Artık uyansak!

~ 05.08.2011, Güngör MENGİ ~

Yok askeri vesayetin sonu, yok demokrasi, yok ileri demokrasi...

İktidar iyi satıcı.

Propagandistleri de müthiş.

Başa gelen dertler bile bakıyorsunuz iki günde hayra dönüşüyor.

Nitekim YAŞ ekseninde yaşanan olaylar pek çok çevrede askerin siyasetten tasfiye edilmesi ve rejim üstündeki asker denetiminin sonsuza dek ortadan kalkması şeklinde değerlendirildi.

Dua olsa bu değerlendirmelere “amin” derdik ama gerçekler farklı bir tablo oluşturuyor.

Orgeneral Koşaner’in istifasına eşlik eden veda mesajı doğru bir zemine oturtulmalıdır.

Evet yüksek komutadaki istifalar kriz doğurmamıştır ama çözülemeyen sorunlar birike birike kriz yaratmıştır.

Eski Genelkurmay Başkanı, 250 general, amiral, subay ve astsubayı kapsayan tutuklulukları hukuk dışı diye niteledikten sonra bu uygulama ile güdülen amacın TSK’nın bir suç teşkilâtı olduğu izlenimini yaratmak olduğunu belirtmiş, ardından bu haksızlığı önlemek amacıyla yapılan girişimlerin dikkate alınmadığından şikâyet etmiştir.

Hak aramanın adresi

Personelinin hak ve hukukunu koruma sorumluluğunu yerine getirme imkânını kaybettiğini anladığı an Koşaner için istifa kararı oluşmuş, ancak istifanın verilmesi sorunları bitirmemiştir.

Sorunlar el değiştirmiştir; o kadar.

Eğer iktidar gerçekten askerleri siyasetten uzak tutmak istiyorsa eski yüksek komuta kadrosunu istifaya mecbur eden sorunları bir an önce gidermeye bakmalıdır.

Çünkü sorunların kaynağı iktidardır.

Yargıyı iktidar kontrol etmektedir.

Bu durumda yeni komutanlar sorunları çözebilmek için siyasete eskilerden daha fazla karışmak zorunda kalacaklardır.

Haksızlıkların doğurduğu kurumsal ve ailevi sorunlar onları zorlayacaktır.

Askerdeki rahatsızlığın yargı kaynaklı olması başlı başına belirleyicidir.

Eleştiri konusu olan hukuksuzlukları sonlandırmak için iktidarın harekete geçmesi gerekmektedir.

Çünkü yargı bağımsız değildir.

Dolayısıyla bu çarpık ilişki, hak arayan askeri yargıya değil iktidara gitmeye mecbur edecektir.

Yeni komutana destek

Hukukun üstünlüğüne dayanmayan rejim demokrasi olamaz.
Yargıyı iktidarın kontrol ettiği bir devleti “ileri demokrasi” diye adlandırmak, insan aklına hakaret derecesinde bir aldatmacadır.

Bu kafayla biz AB kalitesinde demokrasiye hiçbir zaman ulaşamayız.

Çünkü Batı toplumları önce bağımsız yargıyı kurdu, parlamenter rejimlerini onun üstünde yükseltti.

AKP iktidarı ucuz atlatılan krizin ışığında yeni bir gündem belirlemelidir.

Öncelikle yeni Genelkurmay Başkanı’nın devraldığı yargı ile ilgili sorunlar, onun bu alanda mesai harcamaya başlamasını beklemeden çözülmelidir.

İktidar sonra da bağımsız yargı olmadan demokrasi olmayacağını fark edip yeni anayasayı yaparken yargıyı tekrar düzenlemek gerektiğine itiraz etmemelidir.

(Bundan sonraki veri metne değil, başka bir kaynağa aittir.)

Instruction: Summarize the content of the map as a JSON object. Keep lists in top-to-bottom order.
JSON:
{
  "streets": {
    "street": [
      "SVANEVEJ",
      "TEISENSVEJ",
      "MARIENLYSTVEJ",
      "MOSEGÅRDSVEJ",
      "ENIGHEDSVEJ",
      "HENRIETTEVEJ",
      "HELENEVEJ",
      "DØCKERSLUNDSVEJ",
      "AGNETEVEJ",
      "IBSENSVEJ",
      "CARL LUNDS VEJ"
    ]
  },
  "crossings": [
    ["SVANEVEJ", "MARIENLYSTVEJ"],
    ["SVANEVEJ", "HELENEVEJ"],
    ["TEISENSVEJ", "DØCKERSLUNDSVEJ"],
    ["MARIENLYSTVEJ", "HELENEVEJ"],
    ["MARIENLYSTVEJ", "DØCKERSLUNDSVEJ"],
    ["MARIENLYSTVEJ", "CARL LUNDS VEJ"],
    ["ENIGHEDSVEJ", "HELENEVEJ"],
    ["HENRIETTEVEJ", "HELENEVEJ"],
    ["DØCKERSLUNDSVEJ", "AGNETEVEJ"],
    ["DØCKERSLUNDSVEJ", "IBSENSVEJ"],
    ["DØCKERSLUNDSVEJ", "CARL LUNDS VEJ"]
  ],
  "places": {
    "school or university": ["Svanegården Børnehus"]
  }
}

Yaşadığımız tecrübe yeter.

Bir dostum Aziz Nesin’den bir alıntı gönderdi. Şöyle diyor:

“Bir gün bu memleketin yanağına öpücük, başucuna bir not bırakıp gideceğim:

Öyle güzel uyuyordun ki, uyandırmaya kıyamadım!”

Uyanma vakti çoktan geldi, geçiyor.

Ve keşke halktan önce yönetenlerimiz uyansa!